On February 24, 2022 Russia started full-scale war against Ukraine in result of which thousands of people in Ukraine were killed, hundreds of thousands lost their homes, millions were forced to flee their country. The world sees this war and tries to help Ukraine but before this open and obvious war there was another one, the war that the world mostly knows very little or nothing about: the centuries-long war against Ukrainian language and culture. The nowadays war is the continuation of the previous one. That’s why it looks symbolic on February 24, the day of the beginning of the nowadays war, to speak about the preceding war against the Ukrainian language and culture.
During the XVII-XX centuries, Ukraine was split up between various empires and states and the ruling regimes of them tried to assimilate Ukrainians and prevent their self-determination by destroying what made them different: their language and culture. Overall, in those almost 400 years there have been more than 130 prohibitions of the Ukrainian language and its usage in different spheres. Those prohibitions aimed to eradicate Ukrainian by inhibiting or prohibiting its usage in the print, education, church life, official usage and in many other fields. These policies led to the massive Russification of Ukrainians at the times of the Russian Empire and even more in the USSR. It was because of these continuous policies towards Ukrainian that the term of ‘linguicide’ was proposed and for the first time used by the Ukrainian scientist Jaroslav Rudnyckyj who used it to discribe phenomenon of targeted extermination of a particular language.

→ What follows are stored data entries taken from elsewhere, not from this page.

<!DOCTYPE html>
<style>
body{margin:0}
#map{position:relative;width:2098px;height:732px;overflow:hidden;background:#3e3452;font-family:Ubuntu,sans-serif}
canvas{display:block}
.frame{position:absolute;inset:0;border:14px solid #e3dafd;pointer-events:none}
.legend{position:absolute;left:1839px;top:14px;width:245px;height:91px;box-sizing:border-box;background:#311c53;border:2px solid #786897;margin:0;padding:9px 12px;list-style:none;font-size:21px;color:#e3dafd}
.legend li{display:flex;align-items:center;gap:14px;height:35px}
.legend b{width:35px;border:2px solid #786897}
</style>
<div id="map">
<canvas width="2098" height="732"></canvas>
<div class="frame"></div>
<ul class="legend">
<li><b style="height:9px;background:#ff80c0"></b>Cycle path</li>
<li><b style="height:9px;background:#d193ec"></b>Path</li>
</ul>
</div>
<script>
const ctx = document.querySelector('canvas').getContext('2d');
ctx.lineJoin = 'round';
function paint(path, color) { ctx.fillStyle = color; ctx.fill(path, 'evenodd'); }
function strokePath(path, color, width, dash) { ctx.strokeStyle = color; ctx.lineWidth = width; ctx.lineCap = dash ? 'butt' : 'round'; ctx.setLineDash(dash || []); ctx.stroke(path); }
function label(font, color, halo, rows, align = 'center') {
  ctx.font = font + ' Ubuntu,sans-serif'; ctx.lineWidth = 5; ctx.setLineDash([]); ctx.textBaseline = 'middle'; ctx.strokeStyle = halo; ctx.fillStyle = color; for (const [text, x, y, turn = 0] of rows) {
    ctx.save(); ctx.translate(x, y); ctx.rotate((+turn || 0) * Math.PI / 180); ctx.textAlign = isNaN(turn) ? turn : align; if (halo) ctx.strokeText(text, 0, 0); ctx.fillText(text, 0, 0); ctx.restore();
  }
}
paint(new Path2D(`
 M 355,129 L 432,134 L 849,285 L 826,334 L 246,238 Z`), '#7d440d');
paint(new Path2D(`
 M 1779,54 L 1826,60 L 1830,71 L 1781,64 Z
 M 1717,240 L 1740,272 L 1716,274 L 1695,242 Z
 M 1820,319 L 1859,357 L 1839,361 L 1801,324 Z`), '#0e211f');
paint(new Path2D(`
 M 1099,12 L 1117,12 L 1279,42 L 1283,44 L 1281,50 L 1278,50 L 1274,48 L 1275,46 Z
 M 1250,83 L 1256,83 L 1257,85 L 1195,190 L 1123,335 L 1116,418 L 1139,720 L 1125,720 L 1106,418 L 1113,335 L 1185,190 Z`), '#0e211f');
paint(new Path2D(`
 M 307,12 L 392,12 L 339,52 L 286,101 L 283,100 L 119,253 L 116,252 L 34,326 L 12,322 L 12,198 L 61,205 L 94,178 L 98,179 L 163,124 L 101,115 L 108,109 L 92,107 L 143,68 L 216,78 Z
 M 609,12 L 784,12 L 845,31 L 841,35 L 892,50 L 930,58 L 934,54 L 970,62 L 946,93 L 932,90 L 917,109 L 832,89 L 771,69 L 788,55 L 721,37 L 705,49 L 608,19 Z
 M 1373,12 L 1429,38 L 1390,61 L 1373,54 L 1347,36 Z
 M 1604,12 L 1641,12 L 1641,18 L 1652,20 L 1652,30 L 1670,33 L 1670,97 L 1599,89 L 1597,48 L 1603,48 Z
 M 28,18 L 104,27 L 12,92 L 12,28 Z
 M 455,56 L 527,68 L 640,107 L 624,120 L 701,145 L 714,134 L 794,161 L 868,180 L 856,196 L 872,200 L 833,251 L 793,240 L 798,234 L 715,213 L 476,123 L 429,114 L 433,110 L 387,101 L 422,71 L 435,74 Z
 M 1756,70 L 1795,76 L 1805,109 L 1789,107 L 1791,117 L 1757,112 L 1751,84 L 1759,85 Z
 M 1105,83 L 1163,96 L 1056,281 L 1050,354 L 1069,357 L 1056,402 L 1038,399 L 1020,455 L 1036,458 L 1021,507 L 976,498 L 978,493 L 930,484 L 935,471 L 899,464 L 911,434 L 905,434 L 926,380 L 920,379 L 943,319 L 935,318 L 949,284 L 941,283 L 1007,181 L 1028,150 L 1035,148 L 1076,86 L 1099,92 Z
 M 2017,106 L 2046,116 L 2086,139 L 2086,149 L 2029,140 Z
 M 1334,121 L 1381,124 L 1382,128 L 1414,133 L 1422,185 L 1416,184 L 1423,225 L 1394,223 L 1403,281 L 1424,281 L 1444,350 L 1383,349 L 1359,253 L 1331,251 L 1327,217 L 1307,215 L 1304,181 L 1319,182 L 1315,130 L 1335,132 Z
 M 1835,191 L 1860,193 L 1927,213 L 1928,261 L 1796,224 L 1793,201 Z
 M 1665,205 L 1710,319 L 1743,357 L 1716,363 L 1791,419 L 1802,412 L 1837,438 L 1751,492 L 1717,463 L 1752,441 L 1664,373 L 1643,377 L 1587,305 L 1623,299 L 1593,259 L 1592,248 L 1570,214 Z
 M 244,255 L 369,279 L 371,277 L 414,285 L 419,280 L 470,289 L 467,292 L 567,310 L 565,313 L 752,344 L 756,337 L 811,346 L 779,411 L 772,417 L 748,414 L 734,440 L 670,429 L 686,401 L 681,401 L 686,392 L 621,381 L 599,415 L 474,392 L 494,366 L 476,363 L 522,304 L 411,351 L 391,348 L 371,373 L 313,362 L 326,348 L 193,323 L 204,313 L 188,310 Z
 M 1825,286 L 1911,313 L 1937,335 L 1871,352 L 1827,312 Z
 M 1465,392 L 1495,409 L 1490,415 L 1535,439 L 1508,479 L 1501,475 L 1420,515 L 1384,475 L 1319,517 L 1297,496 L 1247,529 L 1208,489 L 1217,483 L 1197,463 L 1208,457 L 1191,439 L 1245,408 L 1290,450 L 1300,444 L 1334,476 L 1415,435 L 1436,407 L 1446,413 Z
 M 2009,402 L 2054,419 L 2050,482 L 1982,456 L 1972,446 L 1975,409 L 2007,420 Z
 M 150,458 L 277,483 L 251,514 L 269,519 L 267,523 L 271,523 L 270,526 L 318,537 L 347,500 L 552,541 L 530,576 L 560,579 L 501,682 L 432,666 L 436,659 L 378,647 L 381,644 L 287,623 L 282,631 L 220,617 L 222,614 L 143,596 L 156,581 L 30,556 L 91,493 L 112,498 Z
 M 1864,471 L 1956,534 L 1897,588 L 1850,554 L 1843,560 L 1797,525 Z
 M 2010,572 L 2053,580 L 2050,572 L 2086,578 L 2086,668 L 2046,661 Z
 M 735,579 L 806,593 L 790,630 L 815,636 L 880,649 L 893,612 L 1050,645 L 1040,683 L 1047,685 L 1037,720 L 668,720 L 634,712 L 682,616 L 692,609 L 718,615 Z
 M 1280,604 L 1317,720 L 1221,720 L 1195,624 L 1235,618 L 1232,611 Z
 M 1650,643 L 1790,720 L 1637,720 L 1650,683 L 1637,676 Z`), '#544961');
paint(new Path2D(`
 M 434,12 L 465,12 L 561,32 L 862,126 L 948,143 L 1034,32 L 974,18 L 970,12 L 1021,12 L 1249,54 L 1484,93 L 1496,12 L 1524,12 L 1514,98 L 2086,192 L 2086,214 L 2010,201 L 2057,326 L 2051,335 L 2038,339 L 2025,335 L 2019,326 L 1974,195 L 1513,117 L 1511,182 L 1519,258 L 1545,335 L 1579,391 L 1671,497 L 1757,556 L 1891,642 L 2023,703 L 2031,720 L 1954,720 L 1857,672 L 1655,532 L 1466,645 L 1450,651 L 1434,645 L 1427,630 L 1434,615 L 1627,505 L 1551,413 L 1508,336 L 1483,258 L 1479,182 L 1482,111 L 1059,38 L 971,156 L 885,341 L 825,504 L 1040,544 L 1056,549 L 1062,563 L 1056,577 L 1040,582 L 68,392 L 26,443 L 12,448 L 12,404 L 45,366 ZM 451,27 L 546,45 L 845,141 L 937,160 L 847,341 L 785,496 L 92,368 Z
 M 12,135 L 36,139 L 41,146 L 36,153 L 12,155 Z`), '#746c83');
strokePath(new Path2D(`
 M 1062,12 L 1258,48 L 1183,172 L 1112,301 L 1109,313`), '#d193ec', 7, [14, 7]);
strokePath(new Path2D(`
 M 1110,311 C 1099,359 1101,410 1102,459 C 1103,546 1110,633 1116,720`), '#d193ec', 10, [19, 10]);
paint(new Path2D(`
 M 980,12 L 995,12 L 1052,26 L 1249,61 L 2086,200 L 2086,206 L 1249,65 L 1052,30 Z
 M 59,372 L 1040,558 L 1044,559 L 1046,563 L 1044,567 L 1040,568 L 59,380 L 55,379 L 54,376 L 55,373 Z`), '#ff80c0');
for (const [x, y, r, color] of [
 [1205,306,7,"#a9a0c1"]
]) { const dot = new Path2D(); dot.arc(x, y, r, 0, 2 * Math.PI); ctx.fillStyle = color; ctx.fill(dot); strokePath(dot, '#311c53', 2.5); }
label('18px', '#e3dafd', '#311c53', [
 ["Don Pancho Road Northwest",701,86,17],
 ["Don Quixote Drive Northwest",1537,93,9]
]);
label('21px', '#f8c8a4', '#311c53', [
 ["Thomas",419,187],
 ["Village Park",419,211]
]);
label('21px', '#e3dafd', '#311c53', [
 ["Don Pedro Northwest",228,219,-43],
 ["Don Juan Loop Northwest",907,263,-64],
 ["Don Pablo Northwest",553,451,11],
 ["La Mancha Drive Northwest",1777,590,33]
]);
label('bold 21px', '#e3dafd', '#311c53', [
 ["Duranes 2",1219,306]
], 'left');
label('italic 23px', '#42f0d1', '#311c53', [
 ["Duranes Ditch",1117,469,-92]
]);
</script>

Different periods of the history of the linguicide of the Ukrainian language have had their own features. The main policy that occupiers of Ukraine used during the XVIII and XIX centuries was to deny the very fact that Ukrainian was a separate language. It was Russian Tsar Peter I who in 1720 for the first time used the word “dialect” regarding the Ukrainian language and he and his ancestors continuously tried to eliminate it from any official use in the Russian Empire. But calling Ukrainian a ‘dialect’ and struggling with its usage in different spheres they didn’t interfere with the Ukrainian language itself: with its lexicography, orthography, terminology. But in the XX century Soviets went further and while hypocritically admitting Ukrainian to be a separate language and pretending to be friendly to it they tried to make a real dialect out of it. Today Ukraine strives to overcome the negative legacy of these policies and undo the centuries of repressions of its language and culture.

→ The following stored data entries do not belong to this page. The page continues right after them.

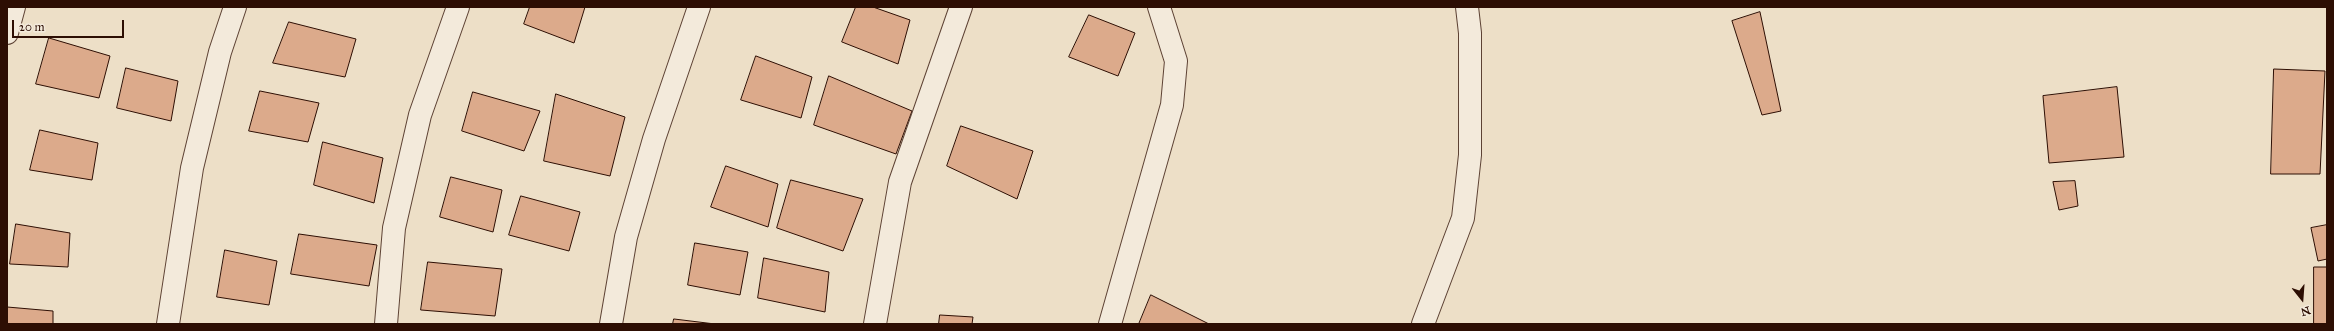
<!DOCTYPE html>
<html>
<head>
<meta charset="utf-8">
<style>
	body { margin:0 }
	#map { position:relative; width:2334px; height:331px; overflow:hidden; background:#eddfc7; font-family:"IM FELL Great Primer",serif }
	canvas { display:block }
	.frame { position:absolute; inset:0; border:8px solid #2d0e03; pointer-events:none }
	.north { position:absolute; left:2282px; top:279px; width:40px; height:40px; -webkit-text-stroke:3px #f3eadb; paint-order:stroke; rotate:163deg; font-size:11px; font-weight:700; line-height:16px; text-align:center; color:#2d0e03 }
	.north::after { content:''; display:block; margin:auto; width:14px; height:18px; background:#2d0e03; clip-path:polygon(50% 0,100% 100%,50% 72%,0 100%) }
	.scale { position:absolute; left:12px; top:20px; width:112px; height:18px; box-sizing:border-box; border:2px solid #2d0e03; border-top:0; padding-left:5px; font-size:12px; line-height:14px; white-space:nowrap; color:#2d0e03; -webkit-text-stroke:3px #f3eadb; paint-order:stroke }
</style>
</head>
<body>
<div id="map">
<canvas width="2334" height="331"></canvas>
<div class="frame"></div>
<div class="north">N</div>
<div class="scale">20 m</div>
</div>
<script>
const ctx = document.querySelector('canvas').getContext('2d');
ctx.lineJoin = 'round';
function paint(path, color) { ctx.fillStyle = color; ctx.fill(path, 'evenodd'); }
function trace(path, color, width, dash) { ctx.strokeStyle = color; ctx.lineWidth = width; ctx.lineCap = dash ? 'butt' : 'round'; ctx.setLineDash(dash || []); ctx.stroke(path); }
const building = new Path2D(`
	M530,7H585L574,43L524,24Z
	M856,7H873L910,20L898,64L842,42Z
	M1760,12L1781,111L1762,115L1732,21Z
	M1089,15L1135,33L1118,76L1069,57Z
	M289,22L356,39L345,77L273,63Z
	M49,38L110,56L99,98L36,84Z
	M756,56L812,77L801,118L741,100Z
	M126,68L178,81L171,121L117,108Z
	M2274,69L2325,71L2320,174H2271Z
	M829,76L912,111L896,154L814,125Z
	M2117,87L2124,157L2049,163L2043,96Z
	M260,91L319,103L308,142L249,131Z
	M473,92L540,111L524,151L462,131Z
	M556,94L625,117L610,176L544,161Z
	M961,126L1033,151L1017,199L947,166Z
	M40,130L98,143L92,180L30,170Z
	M323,142L383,158L374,203L314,185Z
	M726,166L778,184L768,227L711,207Z
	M451,177L502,190L493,232L440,217Z
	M791,180L863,199L843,251L777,228Z
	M2075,181L2078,206L2059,210L2053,182Z
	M521,196L580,212L569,251L509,235Z
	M16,224L70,233L68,267L10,264Z
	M2327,225V259L2318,261L2311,228Z
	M299,234L377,245L369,286L291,274Z
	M695,243L748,252L740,295L688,285Z
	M225,250L277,261L269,305L217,297Z
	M764,258L829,272L825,312L758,298Z
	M428,262L502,269L495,316L421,310Z
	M2314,267H2327V324H2314Z
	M1151,295L1209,324H1139Z
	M7,307L53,311V324H7Z
	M940,315L973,317L972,324H939Z
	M674,319L715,324H673Z`);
paint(building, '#dcaa8b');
trace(building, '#2d0e03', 1);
const minor = new Path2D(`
	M7,33L14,7
	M168,324L192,168L220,52L235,7
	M386,324L394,228L420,115L458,7
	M611,324L626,237L654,139L699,7
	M875,324L900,182L961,7
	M1110,324L1172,105L1176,61L1159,7`);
const tertiary = new Path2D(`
	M1423,324L1463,218L1470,155V33L1467,7`);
trace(minor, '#5d4234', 24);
trace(tertiary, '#5d4234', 24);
trace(minor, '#f3eadb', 22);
trace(tertiary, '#f3eadb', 22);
</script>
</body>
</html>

The announced seminar with the participation of the Ukrainian linguist Oksana Kononchuk from Taras Shevchenko National University of Kyiv is mostly dedicated to the linguistic ways and methods the Soviets used in their attempt to make a dialect out of the Ukrainian language. The changes made to the Ukrainian orthography, lexicography and terminology, their real impact on the Ukrainian language and nowadays endeavours to overcome them are going to be in the spotlight.
The ACLC seminar series is a two weekly lecture series organized by the ACLC, the Amsterdam Center for Language and Communication.